NEWS FROM THE ROAD
While it may be hard for audiences to believe that matinee idol Robert Goulet is old enough to assay the role of Miguel D. Cervantes's mad dreamer, Don Quixote, the actor himself feels that the time is absolutely right to mount Rocinante and tilt toward the windmills.
Goulet, who rose to stardom as the original Lancelot in Camelot, sings of ideals in a different key this summer when he hits the road in a new production of the beloved classic, Man of La Mancha, directed by Albert Marre and written by Dale Wasserman with music by Mitch Leigh and lyrics by Joe Darion.
Opening this month at Wolf Trap in Vienna, VA; the show then plays Columbus, Ohio; Nashville, Tennessee; New Haven, Connecticut; and Chicago, Illinois; just the first stops of what will be a year-long tour, which will end with a limited N.Y. engagement.
"I can't wait," said Goulet at the time he was in New York last spring to play opposite Lynn Redgrave in Ken Ludwig's Moon Over Buffalo. "Who wouldn't want to interpret songs like 'The Impossible Dream'?" The 63-year-old Goulet is no stranger to hotels and room service and the rigors of the road. "I've spent most of my life in them," he says, detailing an exhausting schedule that would crush a man half his age. "You go to a city for a week, you do five shows on the weekend and you're damn exhausted. Maybe you take your wife to dinner on Monday--it's your only night off--there's the opening night party, interviews for the Sunday supplements, a chance for a quick game of golf. On Friday I do nothing to save my energy for the five shows."
Since 1986, Goulet has proven to be a huge draw on the road, having made quite a bundle for producers and himself in touring versions of South Pacific and then Camelot.
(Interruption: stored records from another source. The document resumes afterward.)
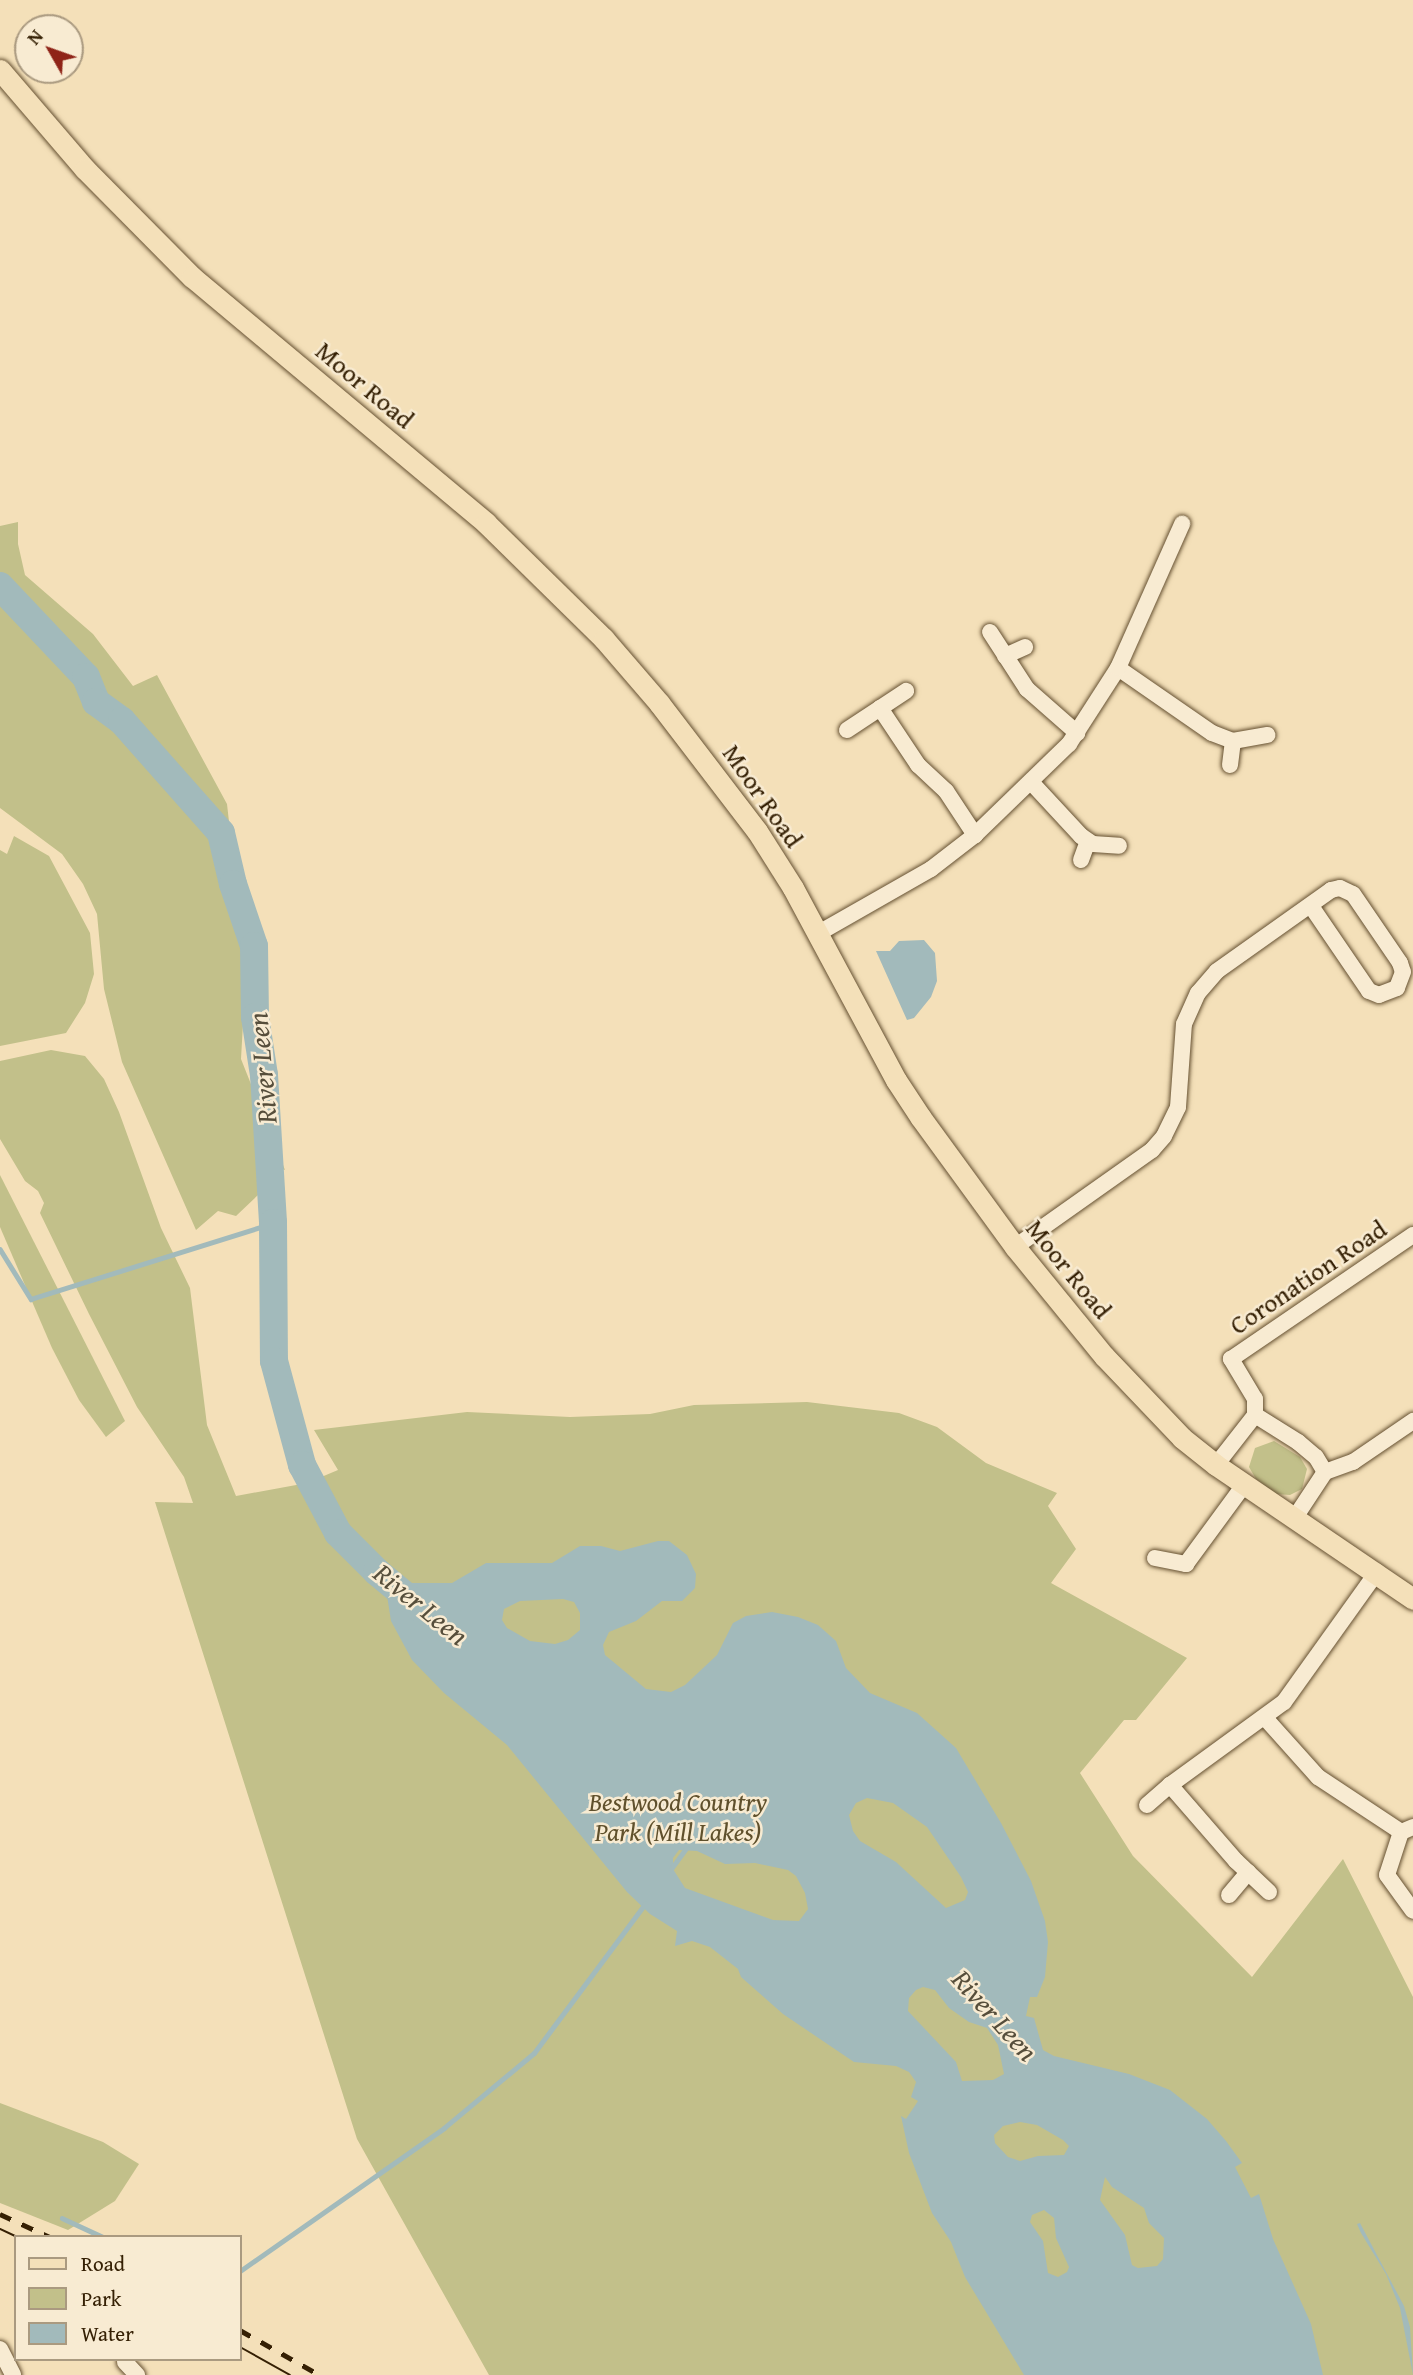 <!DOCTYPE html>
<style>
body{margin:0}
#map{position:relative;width:1413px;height:2375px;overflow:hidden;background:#f4e0b9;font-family:"Gentium Book Plus",serif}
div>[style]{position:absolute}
.green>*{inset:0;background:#c2c08a}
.water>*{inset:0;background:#a2babb}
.stream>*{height:4.5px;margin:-2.25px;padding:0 2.25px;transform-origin:2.25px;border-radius:2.25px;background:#a2babb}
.river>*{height:28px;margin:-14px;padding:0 14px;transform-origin:14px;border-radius:14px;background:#a2babb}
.roads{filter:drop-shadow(0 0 2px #655031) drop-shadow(0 0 2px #655031)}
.minor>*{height:16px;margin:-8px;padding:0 8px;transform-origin:8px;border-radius:8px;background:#f8ebd2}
.major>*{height:21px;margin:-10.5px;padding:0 10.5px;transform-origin:10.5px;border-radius:10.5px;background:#f4e0b9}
.tram>*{height:2px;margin:-1px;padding:0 1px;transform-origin:1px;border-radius:1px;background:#352004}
.rail>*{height:4.5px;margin-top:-2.25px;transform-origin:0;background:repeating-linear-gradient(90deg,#352004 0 12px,transparent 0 24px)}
span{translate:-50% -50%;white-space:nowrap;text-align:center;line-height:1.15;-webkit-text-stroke:5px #f8ebd2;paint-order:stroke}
.street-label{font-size:26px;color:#352004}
.park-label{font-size:26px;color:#5f502c;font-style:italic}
.water-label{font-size:28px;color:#564e3b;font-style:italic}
.legend{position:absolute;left:14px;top:2235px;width:228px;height:126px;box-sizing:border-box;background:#f8ebd2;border:2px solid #aa9a80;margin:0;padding:9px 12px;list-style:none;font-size:21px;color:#352004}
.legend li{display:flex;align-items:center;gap:14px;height:35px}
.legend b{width:35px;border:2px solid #aa9a80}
.north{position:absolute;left:14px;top:14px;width:70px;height:70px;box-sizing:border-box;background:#f8ebd2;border:2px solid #aa9a80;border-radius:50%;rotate:310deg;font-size:19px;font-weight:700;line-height:28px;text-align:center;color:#352004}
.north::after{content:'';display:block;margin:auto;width:24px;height:32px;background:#8f2418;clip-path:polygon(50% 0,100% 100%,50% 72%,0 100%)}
</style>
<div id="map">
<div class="green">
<div style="clip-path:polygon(18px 522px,18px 544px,25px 575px,93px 634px,133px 686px,157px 675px,227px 804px,246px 971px,241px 1059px,285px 1170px,261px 1161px,258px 1195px,236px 1216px,218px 1211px,196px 1230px,122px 1062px,104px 989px,97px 914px,83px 884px,62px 854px,0 808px,0 526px)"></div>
<div style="clip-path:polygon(14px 836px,49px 856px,90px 933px,94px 974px,85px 1003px,66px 1033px,0 1046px,0 850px,7px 854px)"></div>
<div style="clip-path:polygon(51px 1050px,85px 1056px,104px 1079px,119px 1112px,161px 1228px,190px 1288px,207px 1425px,236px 1496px,307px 1483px,338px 1470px,314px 1430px,467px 1412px,570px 1417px,650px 1414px,694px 1405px,807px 1402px,899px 1413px,937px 1427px,986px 1463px,1057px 1493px,1048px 1506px,1076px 1549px,1051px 1583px,1187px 1658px,1136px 1720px,1124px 1720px,1080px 1773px,1133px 1856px,1252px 1977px,1343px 1859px,1413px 1997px,1413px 2375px,489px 2375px,357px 2139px,155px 1502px,193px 1503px,184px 1477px,137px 1407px,89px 1314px,40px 1213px,44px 1203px,38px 1191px,25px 1181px,0 1139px,0 1061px)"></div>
<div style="clip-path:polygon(0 1175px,125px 1421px,106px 1437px,79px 1400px,52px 1348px,0 1227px)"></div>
<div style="clip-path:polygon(1274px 1441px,1300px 1457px,1307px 1469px,1302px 1489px,1290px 1495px,1276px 1494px,1256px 1479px,1249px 1467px,1255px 1448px)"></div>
<div style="clip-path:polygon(0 2103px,103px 2142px,139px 2164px,115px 2201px,68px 2230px,0 2203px)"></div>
</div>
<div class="water">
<div style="clip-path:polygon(924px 940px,935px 953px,937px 981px,931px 997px,914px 1018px,907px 1020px,876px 951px,890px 951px,899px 941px)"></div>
<div style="clip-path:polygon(evenodd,658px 1541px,669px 1541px,687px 1555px,696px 1574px,695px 1588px,682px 1601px,662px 1601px,636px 1621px,609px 1632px,603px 1645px,605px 1655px,646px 1689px,671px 1692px,685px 1685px,717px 1655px,733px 1623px,746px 1616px,772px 1612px,798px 1617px,818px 1625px,836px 1641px,846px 1668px,870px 1693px,917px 1713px,956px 1748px,1001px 1823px,1031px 1881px,1045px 1921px,1048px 1942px,1045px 1977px,1037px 1997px,1030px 1997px,1026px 2016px,1034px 2018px,1043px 2050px,1054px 2056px,1129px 2074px,1170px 2090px,1207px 2119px,1226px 2141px,1242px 2163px,1235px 2167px,1251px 2198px,1259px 2194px,1273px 2239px,1311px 2324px,1323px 2375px,1024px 2375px,965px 2277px,951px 2242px,932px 2213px,909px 2153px,901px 2116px,906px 2119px,918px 2101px,911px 2097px,916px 2082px,909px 2072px,896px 2066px,854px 2062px,783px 2014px,741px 1977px,738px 1969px,710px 1947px,692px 1941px,675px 1946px,677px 1931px,650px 1914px,627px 1892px,507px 1745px,444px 1693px,412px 1660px,391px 1621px,386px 1589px,397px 1578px,406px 1583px,452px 1583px,486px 1563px,552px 1563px,580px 1546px,601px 1546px,620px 1551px,658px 1541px,563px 1599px,574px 1602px,580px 1613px,580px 1630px,568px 1640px,555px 1644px,530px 1641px,507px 1628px,502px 1620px,504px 1609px,520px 1601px,563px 1599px,658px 1541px,867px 1798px,893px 1803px,927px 1827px,961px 1877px,968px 1892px,965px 1900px,946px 1908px,896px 1862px,860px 1841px,853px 1831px,849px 1815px,856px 1803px,867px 1798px,658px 1541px,679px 1850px,697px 1851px,725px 1864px,755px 1863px,788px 1870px,796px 1876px,805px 1893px,808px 1909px,799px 1921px,773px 1920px,685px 1888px,673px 1869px,673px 1858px,679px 1850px,658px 1541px,923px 1987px,935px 1990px,949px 2008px,969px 2022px,987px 2028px,998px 2045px,1004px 2074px,993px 2080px,962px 2081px,956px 2062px,908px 2011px,909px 1998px,916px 1990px,923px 1987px,658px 1541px,1020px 2122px,1037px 2125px,1063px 2140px,1069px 2146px,1064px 2155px,1038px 2156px,1020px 2161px,1008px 2157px,995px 2143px,994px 2135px,1003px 2126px,1020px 2122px,658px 1541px,1105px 2177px,1112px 2187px,1144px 2208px,1149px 2223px,1164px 2238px,1163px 2259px,1157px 2266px,1138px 2268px,1132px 2265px,1125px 2235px,1100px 2200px,1105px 2177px,658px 1541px,1044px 2210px,1054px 2218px,1056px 2238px,1069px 2267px,1067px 2272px,1058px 2277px,1048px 2273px,1043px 2241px,1030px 2222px,1032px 2215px,1044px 2210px)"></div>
<div style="clip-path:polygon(1360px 2223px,1404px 2306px,1410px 2327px,1413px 2375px,1400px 2308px,1386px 2274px,1361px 2233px,1357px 2224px)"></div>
</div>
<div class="stream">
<div style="left:0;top:1249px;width:59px;rotate:58.2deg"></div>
<div style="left:31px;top:1299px;width:254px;rotate:-17.4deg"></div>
<div style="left:671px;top:1869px;width:26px;rotate:-54deg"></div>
<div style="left:62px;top:2218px;width:45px;rotate:24.9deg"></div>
<div style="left:240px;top:2271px;width:249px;rotate:-35deg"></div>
<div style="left:444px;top:2128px;width:117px;rotate:-39.8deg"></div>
<div style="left:534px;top:2053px;width:186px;rotate:-53.3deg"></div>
</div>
<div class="river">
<div style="left:0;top:586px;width:125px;rotate:46.6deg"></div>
<div style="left:86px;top:677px;width:27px;rotate:68deg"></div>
<div style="left:96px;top:702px;width:32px;rotate:36deg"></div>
<div style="left:122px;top:721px;width:149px;rotate:48.5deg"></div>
<div style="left:221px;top:833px;width:52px;rotate:76.8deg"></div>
<div style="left:233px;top:884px;width:65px;rotate:71.3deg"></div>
<div style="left:254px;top:946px;width:71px;rotate:89.2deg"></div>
<div style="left:255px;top:1017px;width:59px;rotate:81.2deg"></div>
<div style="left:264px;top:1075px;width:148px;rotate:86.5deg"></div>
<div style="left:273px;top:1223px;width:138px;rotate:89.6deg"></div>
<div style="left:274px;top:1361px;width:108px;rotate:74.9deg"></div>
<div style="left:302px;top:1465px;width:77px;rotate:62.1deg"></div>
<div style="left:338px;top:1533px;width:55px;rotate:45deg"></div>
<div style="left:377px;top:1572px;width:55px;rotate:39.8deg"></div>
</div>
<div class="roads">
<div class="minor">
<div style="left:990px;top:632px;width:68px;rotate:57deg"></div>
<div style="left:1027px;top:689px;width:67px;rotate:41.3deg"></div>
<div style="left:1005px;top:656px;width:22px;rotate:-24deg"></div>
<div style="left:1118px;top:668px;width:114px;rotate:34.7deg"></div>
<div style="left:1212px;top:733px;width:22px;rotate:21deg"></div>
<div style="left:1233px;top:741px;width:35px;rotate:-10deg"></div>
<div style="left:880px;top:708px;width:69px;rotate:56.3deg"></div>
<div style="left:918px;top:765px;width:38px;rotate:43deg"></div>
<div style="left:946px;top:791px;width:53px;rotate:56.6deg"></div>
<div style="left:847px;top:730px;width:71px;rotate:-33.5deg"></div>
<div style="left:1230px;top:765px;width:24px;rotate:-83deg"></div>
<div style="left:1031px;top:782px;width:74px;rotate:47.2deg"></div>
<div style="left:1081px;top:836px;width:14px;rotate:34deg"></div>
<div style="left:1093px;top:844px;width:26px;rotate:4deg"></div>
<div style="left:1081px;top:860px;width:20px;rotate:-70deg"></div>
<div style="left:817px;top:934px;width:131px;rotate:-29.7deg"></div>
<div style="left:931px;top:869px;width:56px;rotate:-37.7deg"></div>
<div style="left:975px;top:835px;width:131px;rotate:-44.1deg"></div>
<div style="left:1069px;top:744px;width:90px;rotate:-57.2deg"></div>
<div style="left:1118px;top:668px;width:158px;rotate:-66deg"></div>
<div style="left:1015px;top:1247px;width:168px;rotate:-35.3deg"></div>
<div style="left:1152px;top:1150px;width:18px;rotate:-49deg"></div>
<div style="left:1164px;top:1136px;width:32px;rotate:-64deg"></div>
<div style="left:1178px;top:1107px;width:83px;rotate:-85.9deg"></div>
<div style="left:1184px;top:1024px;width:34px;rotate:-66deg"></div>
<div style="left:1198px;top:993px;width:29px;rotate:-49deg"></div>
<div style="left:1217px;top:971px;width:140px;rotate:-35.4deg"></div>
<div style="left:1331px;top:890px;width:9px;rotate:-13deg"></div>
<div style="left:1340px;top:888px;width:14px;rotate:25deg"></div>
<div style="left:1353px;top:894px;width:83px;rotate:55.7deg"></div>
<div style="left:1400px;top:963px;width:9px;rotate:72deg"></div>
<div style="left:1403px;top:972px;width:17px;rotate:111deg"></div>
<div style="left:1397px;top:988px;width:19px;rotate:159deg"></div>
<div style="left:1379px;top:995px;width:11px;rotate:-158deg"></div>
<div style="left:1369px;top:991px;width:103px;rotate:-124.3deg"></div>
<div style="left:1255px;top:1415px;width:51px;rotate:32.1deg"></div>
<div style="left:1298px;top:1442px;width:23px;rotate:40deg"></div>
<div style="left:1316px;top:1457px;width:17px;rotate:59deg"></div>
<div style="left:1216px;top:1465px;width:63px;rotate:-52deg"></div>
<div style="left:1255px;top:1415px;width:16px;rotate:-90deg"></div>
<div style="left:1255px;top:1399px;width:47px;rotate:-121deg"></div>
<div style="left:1231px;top:1359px;width:220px;rotate:-34.3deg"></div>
<div style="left:1294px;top:1519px;width:56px;rotate:-56.6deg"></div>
<div style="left:1325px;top:1472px;width:30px;rotate:-20deg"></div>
<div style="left:1353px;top:1462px;width:73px;rotate:-34.3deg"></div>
<div style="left:1155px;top:1558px;width:32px;rotate:11deg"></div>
<div style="left:1186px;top:1564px;width:98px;rotate:-53.7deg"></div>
<div style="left:1266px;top:1719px;width:78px;rotate:48.1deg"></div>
<div style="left:1318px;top:1777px;width:100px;rotate:33.5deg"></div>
<div style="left:1147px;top:1805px;width:30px;rotate:-41deg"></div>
<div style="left:1413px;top:1827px;width:13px;rotate:157deg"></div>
<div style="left:1401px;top:1832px;width:45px;rotate:108deg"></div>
<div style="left:1387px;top:1875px;width:44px;rotate:54.2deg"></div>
<div style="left:1269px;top:1892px;width:45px;rotate:-136.8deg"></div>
<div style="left:1236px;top:1861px;width:101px;rotate:-131deg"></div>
<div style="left:1170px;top:1785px;width:141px;rotate:-36.1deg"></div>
<div style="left:1284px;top:1702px;width:160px;rotate:-54.4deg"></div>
<div style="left:1229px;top:1895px;width:30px;rotate:-50deg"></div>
<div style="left:0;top:2349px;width:29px;rotate:63deg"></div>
<div style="left:125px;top:2362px;width:18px;rotate:47deg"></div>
</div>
<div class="major">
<div style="left:0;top:70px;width:130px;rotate:49.4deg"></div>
<div style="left:85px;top:169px;width:152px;rotate:45.3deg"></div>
<div style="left:192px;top:277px;width:383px;rotate:39.9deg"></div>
<div style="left:486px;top:523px;width:165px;rotate:44.5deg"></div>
<div style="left:604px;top:639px;width:84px;rotate:49.3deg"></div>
<div style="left:659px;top:703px;width:161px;rotate:52.6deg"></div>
<div style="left:757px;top:831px;width:67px;rotate:57.7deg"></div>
<div style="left:793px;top:888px;width:218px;rotate:61.8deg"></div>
<div style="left:896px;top:1080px;width:45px;rotate:56.7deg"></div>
<div style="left:921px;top:1118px;width:160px;rotate:53.9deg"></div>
<div style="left:1015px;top:1247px;width:141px;rotate:50.8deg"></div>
<div style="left:1104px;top:1356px;width:113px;rotate:46.4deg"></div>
<div style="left:1182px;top:1438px;width:43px;rotate:38.5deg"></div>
<div style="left:1216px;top:1465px;width:238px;rotate:34.2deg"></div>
</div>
</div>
<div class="tram">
<div style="left:0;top:2229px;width:19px;rotate:25deg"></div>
<div style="left:240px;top:2347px;width:57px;rotate:29.2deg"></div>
</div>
<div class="rail">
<div style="left:0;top:2214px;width:55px;rotate:24.7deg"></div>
<div style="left:240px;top:2330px;width:92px;rotate:29.4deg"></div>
</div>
<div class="street-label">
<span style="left:365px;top:385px;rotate:40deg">Moor Road</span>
<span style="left:763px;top:796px;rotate:55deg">Moor Road</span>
<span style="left:1069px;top:1269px;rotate:51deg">Moor Road</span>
<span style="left:1308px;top:1277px;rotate:-34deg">Coronation Road</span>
</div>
<div class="park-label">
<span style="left:678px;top:1817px">Bestwood Country<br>Park (Mill Lakes)</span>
</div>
<div class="water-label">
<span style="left:262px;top:1068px;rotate:-95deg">River Leen</span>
<span style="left:421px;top:1604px;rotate:39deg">River Leen</span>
<span style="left:995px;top:2015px;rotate:48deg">River Leen</span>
</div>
<ul class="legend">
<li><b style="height:9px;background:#f4e0b9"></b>Road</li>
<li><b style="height:19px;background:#c2c08a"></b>Park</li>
<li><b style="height:19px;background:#a2babb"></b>Water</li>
</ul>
<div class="north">N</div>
</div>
Although he got clobbered by the New York critics when the latter production (in which he played King Arthur) came to Broadway, he took it in philosophical stride. "Heck, it's all part of the business," he says.
Goulet says that after he's through tilting at windmills, he plans to begin work on Henry's Wives, a musical written for him by Leslie Bricusse based on the life of the much-married Henry VIII. It should bow on Broadway in late 1997. Asked how many wives he's had, Goulet chirps, "Seventeen, at last count." For the record, he's had three, including a stormy marriage to Carol Lawrence and his present one to Vera Novak, his business manager.
Jekyll & Hyde Gets a New Director The new Frank Wildhorn-Leslie Bricusse musical, Jekyll & Hyde, which recently completed a very successful 34-city tour starring Linda Eder and Robert Cuccioli, has a new director. Robin Phillips, who once served as the artistic director of Canada's prestigious Stratford Festival, takes over the reins from Gregory Boyd who resigned to devote himself full time to his duties as artistic director of Houston's Alley Theatre where the musical was initially developed. After playing more tryout dates, the show should bow on Broadway in the spring of 1997.
Meanwhile, another musical, Dr. Jekyll and Mr. Hyde bows on the theatrical circuit on August 4 at the North Shore Music Theatre in Beverly, Massachusetts. Starring Michael Martin (Bed and Sofa) and Kim Lindsay (Show Boat), the show is described as "a small chamber piece" and features direction by Philip William McKinley, music by Phil Hall and book and lyrics by David Levy and Leslie Eberrard. Following its North Shore engagement, the show will tour other regional venues.